- [Assigned task]
Range to output from the entries below: the line containing "c.stroke(path);" through the line containing "c.textAlign = isNaN(turn) ? turn : align;". Set it down exactly, ends included, nothing else.

[Stored data entries]
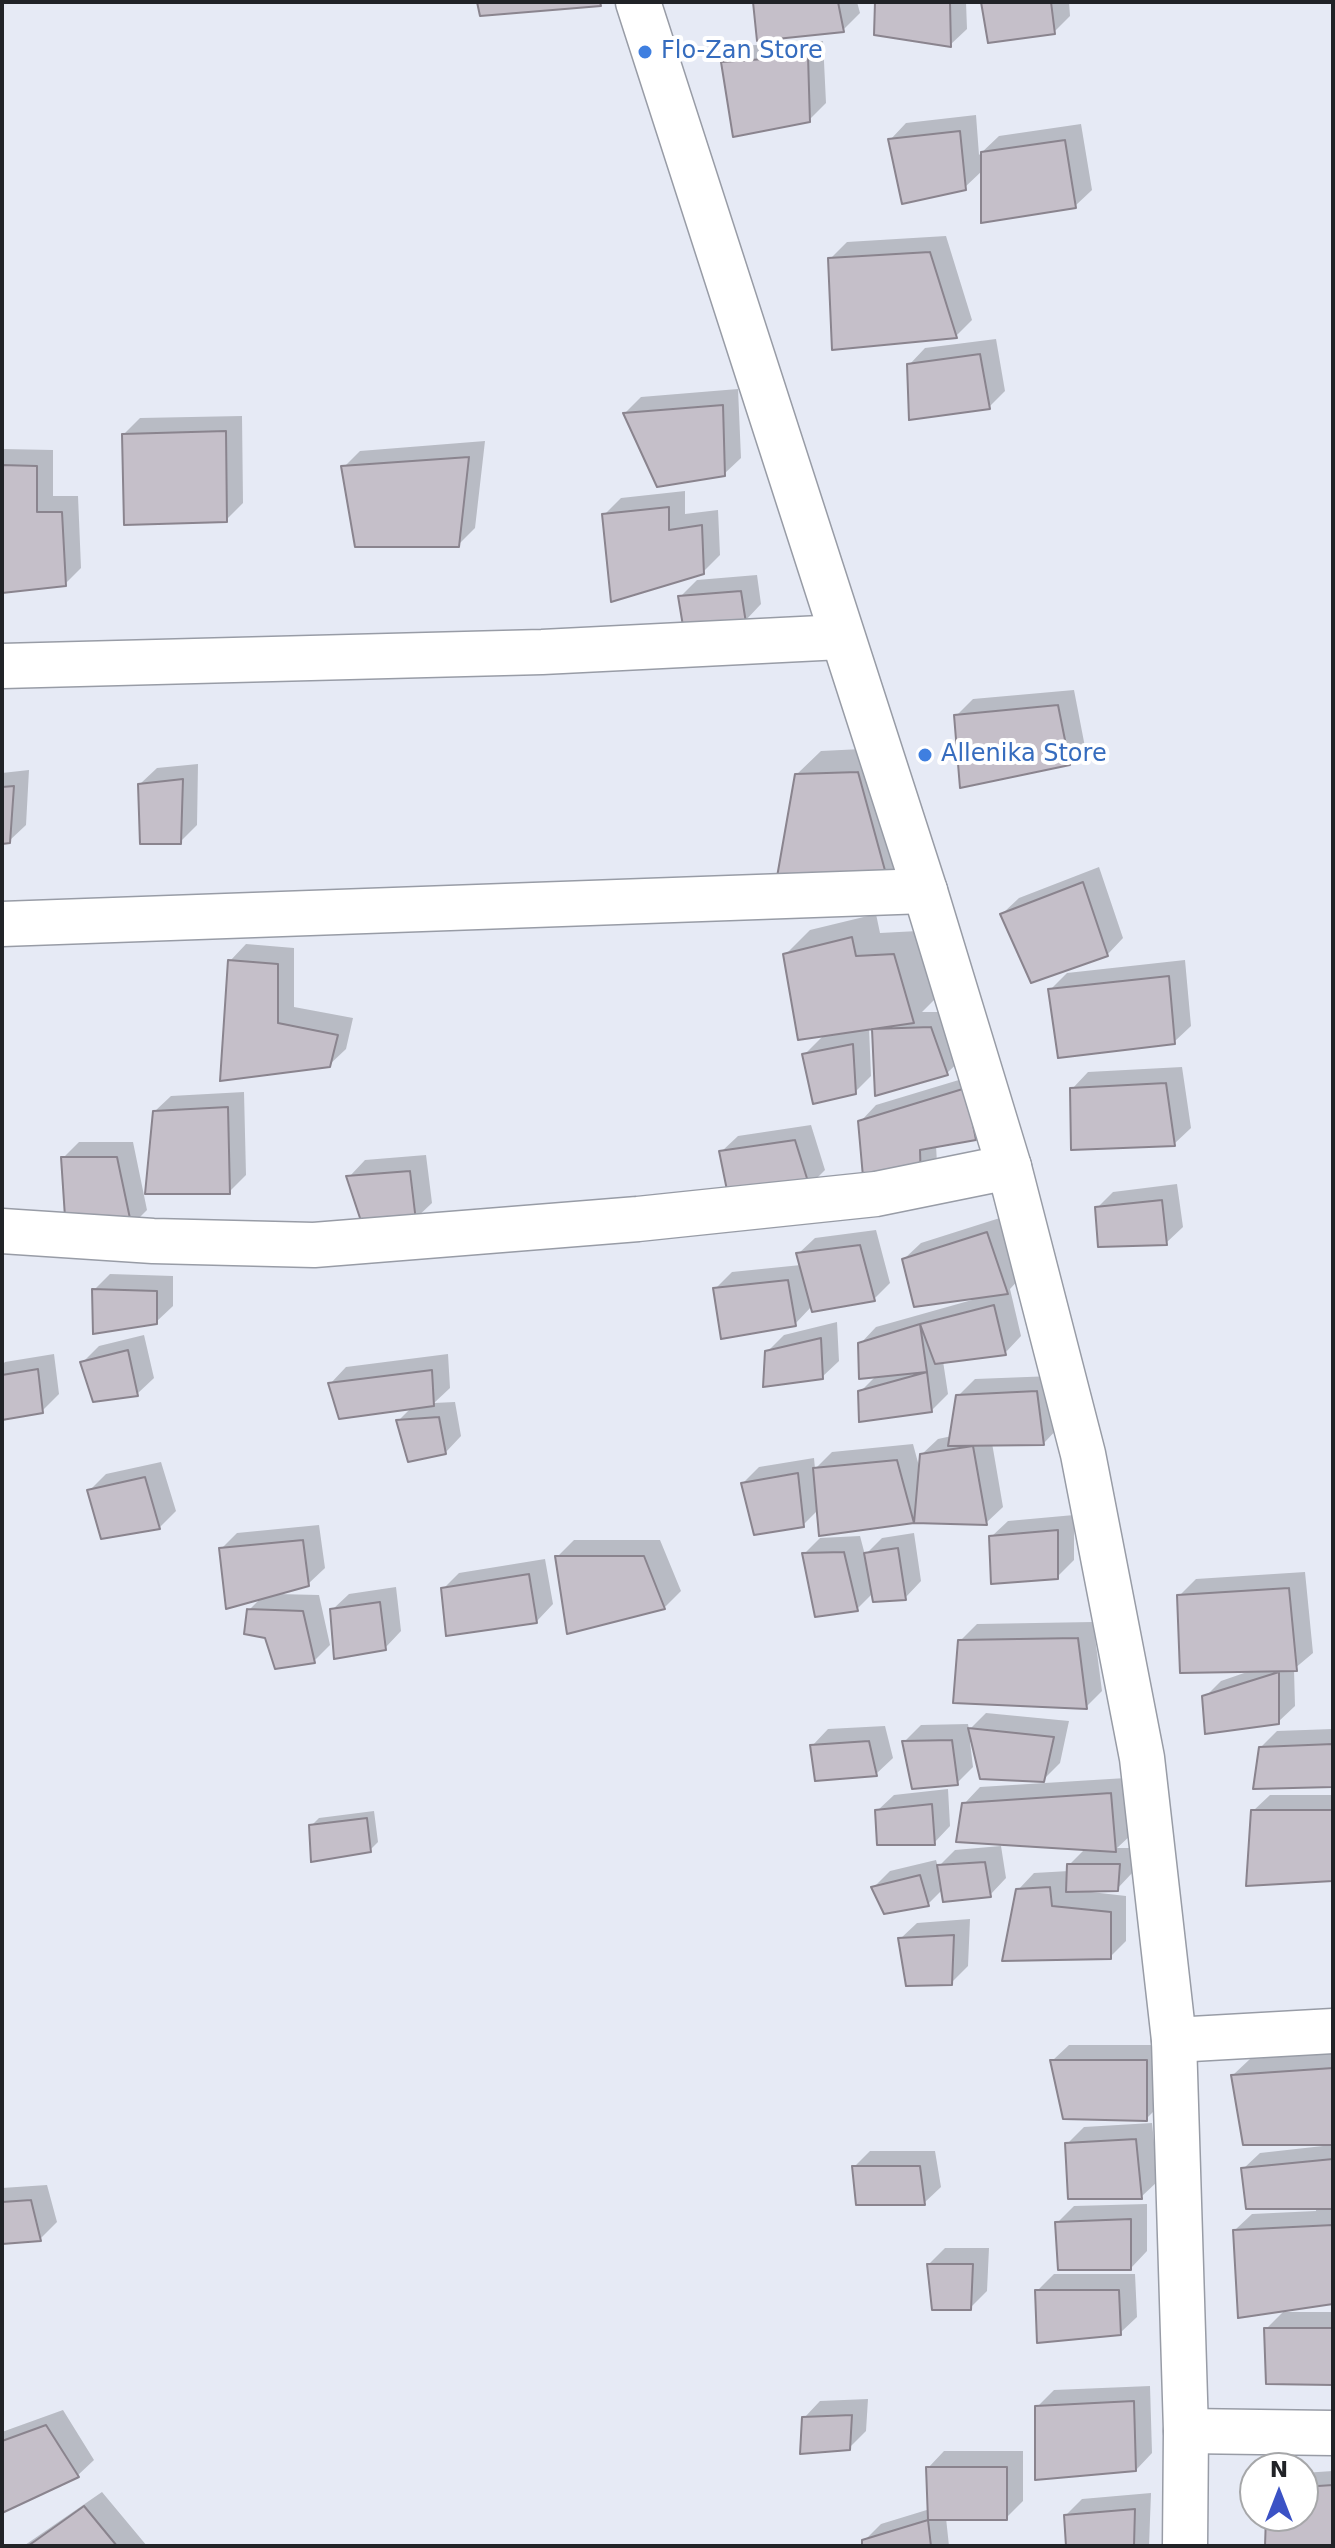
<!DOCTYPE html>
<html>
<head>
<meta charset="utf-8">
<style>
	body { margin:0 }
	#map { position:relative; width:1335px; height:2548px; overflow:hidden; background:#e6eaf5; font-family:"DejaVu Sans",sans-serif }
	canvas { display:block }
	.frame { position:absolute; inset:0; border:4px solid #212327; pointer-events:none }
	.north { position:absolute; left:1239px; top:2452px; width:80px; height:80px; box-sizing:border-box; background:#fff; border:2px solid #a6a7a9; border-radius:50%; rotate:0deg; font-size:22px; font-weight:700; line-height:32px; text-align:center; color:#212327 }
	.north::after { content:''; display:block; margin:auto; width:28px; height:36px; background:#3b52c5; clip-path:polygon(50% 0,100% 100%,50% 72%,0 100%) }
</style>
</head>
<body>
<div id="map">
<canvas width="1335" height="2548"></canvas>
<div class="frame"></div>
<div class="north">N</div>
</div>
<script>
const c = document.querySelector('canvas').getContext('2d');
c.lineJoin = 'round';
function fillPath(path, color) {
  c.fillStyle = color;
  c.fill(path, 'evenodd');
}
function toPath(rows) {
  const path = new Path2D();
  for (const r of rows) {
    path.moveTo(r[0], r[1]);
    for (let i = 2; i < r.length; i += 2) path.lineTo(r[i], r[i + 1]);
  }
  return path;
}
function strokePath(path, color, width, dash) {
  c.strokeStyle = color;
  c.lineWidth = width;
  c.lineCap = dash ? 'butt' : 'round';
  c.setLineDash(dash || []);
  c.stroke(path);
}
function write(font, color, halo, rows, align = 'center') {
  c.font = font + ' "DejaVu Sans",sans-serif';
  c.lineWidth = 8;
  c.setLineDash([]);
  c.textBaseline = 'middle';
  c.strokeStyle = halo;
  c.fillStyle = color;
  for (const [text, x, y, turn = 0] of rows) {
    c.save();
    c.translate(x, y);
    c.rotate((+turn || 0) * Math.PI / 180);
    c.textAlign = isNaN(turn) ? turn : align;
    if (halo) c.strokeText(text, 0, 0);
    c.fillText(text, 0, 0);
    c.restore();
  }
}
fillPath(toPath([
	[755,2,857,2,860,13,843,30],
	[877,2,966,2,967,29,950,45],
	[983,2,1069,2,1070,16,1054,32],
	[823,41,826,103,809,120,723,63,740,46],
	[976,115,979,155,999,136,1081,124,1092,190,1075,206,983,170,964,188,890,140,906,123],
	[946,236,972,320,956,336,830,259,847,242],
	[996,339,1005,391,989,407,909,365,925,348],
	[738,389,741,458,724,474,625,413,641,397],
	[242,416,243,503,226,520,124,434,140,418],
	[485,441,475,528,458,545,344,467,360,451],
	[2,449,53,450,53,496,78,496,81,568,65,584,2,591],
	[685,491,685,514,718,510,720,555,703,572,604,515,621,498],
	[757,575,761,604,745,621,680,597,697,580],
	[1074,690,1085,747,1069,763,956,716,973,699],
	[882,748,912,859,888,883,796,775,821,751],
	[198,764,197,825,180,842,140,784,157,768],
	[29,770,26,825,9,841,2,842,2,773],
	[1099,867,1123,938,1107,955,1002,914,1019,898],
	[876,914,880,933,918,931,937,997,922,1012,947,1012,964,1057,947,1073,877,1094,874,1027,869,1028,871,1076,855,1092,804,1055,824,1035,785,955,810,930],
	[246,944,294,948,294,1007,353,1018,346,1049,329,1065,222,1078,230,961],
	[1185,960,1191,1026,1174,1042,1050,990,1067,973],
	[1182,1067,1191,1128,1174,1144,1072,1089,1088,1072],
	[982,1073,991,1122,975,1138,936,1145,937,1164,920,1180,860,1122,876,1105],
	[244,1092,246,1175,229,1192,154,1112,171,1096],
	[811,1125,825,1170,809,1186,721,1152,738,1136],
	[79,1142,133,1142,147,1210,131,1226,63,1158],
	[426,1155,432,1203,415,1219,349,1177,365,1160],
	[1177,1184,1183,1227,1166,1243,1097,1208,1113,1192],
	[1003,1217,1023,1275,1010,1289,1021,1336,1005,1353,943,1361,948,1394,932,1410,860,1392,876,1376,860,1344,876,1327,972,1300,971,1297,904,1259,921,1243],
	[876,1230,890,1283,874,1299,812,1306,795,1324,716,1288,732,1272,801,1265,798,1254,815,1238],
	[110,1274,173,1276,173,1306,156,1322,94,1290],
	[837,1322,839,1361,822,1377,767,1352,784,1335],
	[144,1335,154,1378,137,1394,82,1363,99,1346],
	[54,1354,59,1394,42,1411,2,1418,2,1365,5,1362],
	[448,1354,450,1388,434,1403,455,1402,461,1436,445,1453,398,1421,412,1407,330,1384,346,1367],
	[1053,1376,1060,1426,1044,1443,992,1443,1003,1507,986,1523,914,1521,821,1534,819,1509,803,1525,743,1483,759,1467,814,1458,815,1469,832,1452,913,1444,920,1470,921,1455,938,1439,952,1436,958,1396,975,1379],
	[161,1462,176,1511,160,1527,102,1536,89,1491,106,1474],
	[1074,1515,1074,1560,1057,1577,991,1537,1008,1521],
	[319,1525,325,1568,308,1584,277,1594,319,1595,330,1645,314,1661,266,1636,249,1610,262,1597,221,1549,237,1533],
	[914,1533,921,1581,905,1598,873,1593,857,1609,804,1554,820,1538,860,1536,865,1555,882,1538],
	[574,1540,660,1540,681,1591,664,1608,558,1556],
	[545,1559,553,1604,537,1621,443,1589,459,1573],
	[1305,1572,1313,1653,1294,1669,1295,1706,1278,1722,1205,1697,1221,1681,1250,1671,1179,1596,1196,1579],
	[396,1587,401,1631,385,1648,332,1610,349,1594],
	[1093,1622,1102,1691,1086,1707,960,1641,977,1624],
	[986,1713,1069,1721,1060,1763,1043,1780,970,1742,973,1767,957,1783,904,1742,921,1725,968,1724,969,1730],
	[885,1726,893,1758,876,1774,812,1746,828,1729],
	[1333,1729,1333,1785,1260,1748,1277,1731],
	[1126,1778,1132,1834,1117,1848,1135,1848,1133,1872,1117,1889,1092,1890,1091,1892,1126,1896,1126,1941,1110,1957,1018,1890,1034,1873,1069,1871,1069,1865,1086,1848,964,1804,980,1787],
	[948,1789,950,1826,934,1843,877,1811,894,1795],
	[1270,1795,1333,1795,1333,1879,1253,1811],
	[374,1811,378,1842,370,1850,311,1826,319,1818],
	[1001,1846,1006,1878,990,1895,943,1889,928,1904,874,1887,890,1871,936,1860,938,1867,955,1850],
	[970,1919,968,1966,951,1983,900,1939,917,1923],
	[1069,2045,1163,2045,1163,2102,1146,2119,1052,2061],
	[1333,2053,1333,2302,1235,2230,1252,2214,1316,2211,1316,2207,1243,2169,1260,2153,1323,2146,1323,2143,1233,2075,1250,2059],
	[1152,2123,1158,2181,1141,2197,1067,2144,1084,2127],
	[870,2151,935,2151,941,2187,924,2203,854,2167],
	[47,2185,57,2222,40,2239,2,2242,2,2188],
	[1147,2204,1147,2251,1131,2268,1057,2223,1074,2206],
	[945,2248,989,2248,987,2291,970,2308,929,2264],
	[1054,2274,1135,2274,1137,2317,1120,2333,1037,2291],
	[1283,2312,1333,2312,1333,2383,1266,2329],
	[1150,2386,1152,2453,1136,2470,1037,2407,1054,2390],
	[868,2399,866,2431,849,2448,804,2418,820,2401],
	[63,2410,94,2460,77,2476,2,2511,2,2432],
	[944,2451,1023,2451,1023,2501,1006,2518,946,2518,949,2546,864,2546,864,2541,881,2524,930,2509,928,2468],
	[1333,2471,1333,2546,1267,2546,1268,2516,1303,2516,1303,2473],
	[102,2492,147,2546,24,2546,25,2545],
	[1151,2493,1149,2546,1068,2546,1066,2515,1082,2499]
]), '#0003');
const building = toPath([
	[477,2,600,2,601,6,480,16,477,2],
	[753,2,838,2,844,32,757,41,753,2],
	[875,2,950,2,951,47,874,35,875,2],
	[981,2,1051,2,1055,34,988,43,981,2],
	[808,56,810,122,733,137,721,62,808,56],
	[960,131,966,190,902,204,888,139,960,131],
	[1065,140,1076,208,981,223,981,152,1065,140],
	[930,252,957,338,832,350,828,258,930,252],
	[980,354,990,409,909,420,907,364,980,354],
	[723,405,725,476,657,487,623,413,723,405],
	[226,431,227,522,124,525,122,434,226,431],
	[469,457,459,547,355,547,341,466,469,457],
	[2,465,37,466,37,512,62,512,66,586,2,593,2,465],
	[669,507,669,530,702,525,704,574,611,602,602,514,669,507],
	[741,591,746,623,684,632,678,596,741,591],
	[1058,705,1070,765,960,788,954,715,1058,705],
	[858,772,889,885,777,877,795,774,858,772],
	[183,779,181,844,140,844,138,784,183,779],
	[14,786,10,843,2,844,2,787,14,786],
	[1083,882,1108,956,1031,983,1000,914,1083,882],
	[852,937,856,956,894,954,914,1023,798,1040,783,954,852,937],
	[228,960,278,964,278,1023,338,1035,330,1067,220,1081,228,960],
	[1169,976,1175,1044,1058,1058,1048,989,1169,976],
	[931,1027,948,1075,875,1096,872,1029,931,1027],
	[853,1044,856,1094,813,1104,802,1054,853,1044],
	[1166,1083,1175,1146,1071,1150,1070,1088,1166,1083],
	[966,1088,976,1140,920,1150,921,1182,864,1188,858,1121,966,1088],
	[228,1107,230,1194,145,1194,153,1111,228,1107],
	[795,1140,810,1188,729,1200,719,1151,795,1140],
	[61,1157,117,1157,132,1228,66,1232,61,1157],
	[410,1171,416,1221,362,1224,346,1176,410,1171],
	[1162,1200,1167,1245,1098,1247,1095,1207,1162,1200],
	[987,1232,1008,1294,914,1307,902,1259,987,1232],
	[860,1245,875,1301,812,1312,796,1253,860,1245],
	[788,1280,796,1326,721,1339,713,1288,788,1280],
	[92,1289,157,1291,157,1324,93,1334,92,1289],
	[994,1305,1006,1355,935,1364,920,1324,994,1305],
	[920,1324,927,1372,859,1379,858,1343,920,1324],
	[821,1338,823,1379,763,1387,765,1351,821,1338],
	[128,1350,138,1396,93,1402,80,1362,128,1350],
	[38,1369,43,1413,2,1420,2,1375,38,1369],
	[432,1370,434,1406,339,1419,328,1383,432,1370],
	[927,1372,932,1412,859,1422,858,1391,927,1372],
	[1037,1391,1044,1445,948,1446,956,1395,1037,1391],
	[439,1417,446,1454,408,1462,396,1420,439,1417],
	[973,1446,987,1525,914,1523,920,1454,973,1446],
	[897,1460,914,1523,819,1536,813,1468,897,1460],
	[798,1473,804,1527,754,1535,741,1483,798,1473],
	[145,1477,160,1529,101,1539,87,1490,145,1477],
	[1058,1530,1058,1579,991,1584,989,1536,1058,1530],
	[303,1540,309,1586,226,1609,219,1548,303,1540],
	[898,1548,906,1600,873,1602,864,1553,898,1548],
	[844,1552,858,1611,815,1617,802,1553,844,1552],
	[555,1556,644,1556,665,1609,567,1634,555,1556],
	[529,1574,537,1623,446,1636,441,1588,529,1574],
	[1289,1588,1297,1671,1180,1673,1177,1595,1289,1588],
	[380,1602,386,1650,334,1659,330,1609,380,1602],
	[247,1609,303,1611,315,1663,275,1669,265,1638,244,1634,247,1609],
	[1078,1638,1087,1709,953,1703,958,1640,1078,1638],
	[1279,1672,1279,1724,1205,1734,1202,1696,1279,1672],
	[968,1728,1054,1737,1044,1782,980,1779,968,1728],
	[952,1740,958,1785,912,1789,902,1741,952,1740],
	[869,1741,877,1776,815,1781,810,1745,869,1741],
	[1333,1744,1333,1787,1253,1789,1259,1747,1333,1744],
	[1111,1793,1116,1852,956,1842,962,1803,1111,1793],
	[932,1804,935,1845,877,1845,875,1810,932,1804],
	[1251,1810,1333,1810,1333,1881,1246,1886,1251,1810],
	[367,1818,371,1852,311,1862,309,1825,367,1818],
	[985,1862,991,1897,943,1902,937,1865,985,1862],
	[1067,1864,1120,1864,1118,1891,1066,1892,1067,1864],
	[920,1875,929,1906,884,1914,871,1887,920,1875],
	[1050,1887,1052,1906,1111,1912,1111,1959,1002,1961,1016,1889,1050,1887],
	[954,1935,952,1985,906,1986,898,1938,954,1935],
	[1050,2060,1147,2060,1147,2121,1063,2119,1050,2060],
	[1333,2068,1333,2145,1243,2145,1231,2075,1333,2068],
	[1136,2139,1142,2199,1068,2199,1065,2143,1136,2139],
	[1333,2159,1333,2209,1246,2209,1241,2168,1333,2159],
	[852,2166,920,2166,925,2205,856,2205,852,2166],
	[31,2200,41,2241,2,2244,2,2202,31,2200],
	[1131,2219,1131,2270,1058,2270,1055,2222,1131,2219],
	[1333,2225,1333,2304,1238,2318,1233,2230,1333,2225],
	[927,2264,973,2264,971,2310,932,2310,927,2264],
	[1035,2290,1119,2290,1121,2335,1037,2343,1035,2290],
	[1264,2328,1333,2328,1333,2385,1266,2384,1264,2328],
	[1134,2401,1136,2471,1035,2480,1035,2406,1134,2401],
	[852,2415,850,2450,800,2454,802,2417,852,2415],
	[46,2425,79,2477,2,2513,2,2441,46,2425],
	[926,2467,1007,2467,1007,2520,928,2520,926,2467],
	[1333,2485,1333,2546,1265,2546,1266,2516,1303,2516,1303,2487,1333,2485],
	[84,2506,117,2546,28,2546,84,2506],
	[1135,2509,1134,2546,1066,2546,1064,2515,1135,2509],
	[928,2520,931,2546,862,2546,862,2540,928,2520]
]);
fillPath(building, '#c5bfc9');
strokePath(building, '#8a848e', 2);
const street = toPath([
	[2,666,542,652,841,637],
	[2,924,925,891],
	[2,1231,153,1241,314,1245,638,1219,876,1194,1009,1167],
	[1174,2040,1333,2031],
	[1186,2431,1333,2433]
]);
const secondary = toPath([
	[638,2,925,891,1009,1167,1083,1454,1142,1758,1174,2040,1186,2431,1185,2546]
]);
strokePath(street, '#989ca6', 47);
strokePath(secondary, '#989ca6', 47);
strokePath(street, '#fff', 44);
strokePath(secondary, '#fff', 44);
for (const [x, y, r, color] of [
	[645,52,8,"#3f7fe0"],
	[925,755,8,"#3f7fe0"]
]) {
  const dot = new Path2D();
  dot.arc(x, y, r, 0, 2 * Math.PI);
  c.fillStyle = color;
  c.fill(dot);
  strokePath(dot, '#fff', 3);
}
write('24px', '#366cbe', '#fff', [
	["Flo-Zan Store",661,52],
	["Allenika Store",941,755]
], 'left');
</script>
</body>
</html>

- [Finished exercise]
  c.stroke(path);
}
function write(font, color, halo, rows, align = 'center') {
  c.font = font + ' "DejaVu Sans",sans-serif';
  c.lineWidth = 8;
  c.setLineDash([]);
  c.textBaseline = 'middle';
  c.strokeStyle = halo;
  c.fillStyle = color;
  for (const [text, x, y, turn = 0] of rows) {
    c.save();
    c.translate(x, y);
    c.rotate((+turn || 0) * Math.PI / 180);
    c.textAlign = isNaN(turn) ? turn : align;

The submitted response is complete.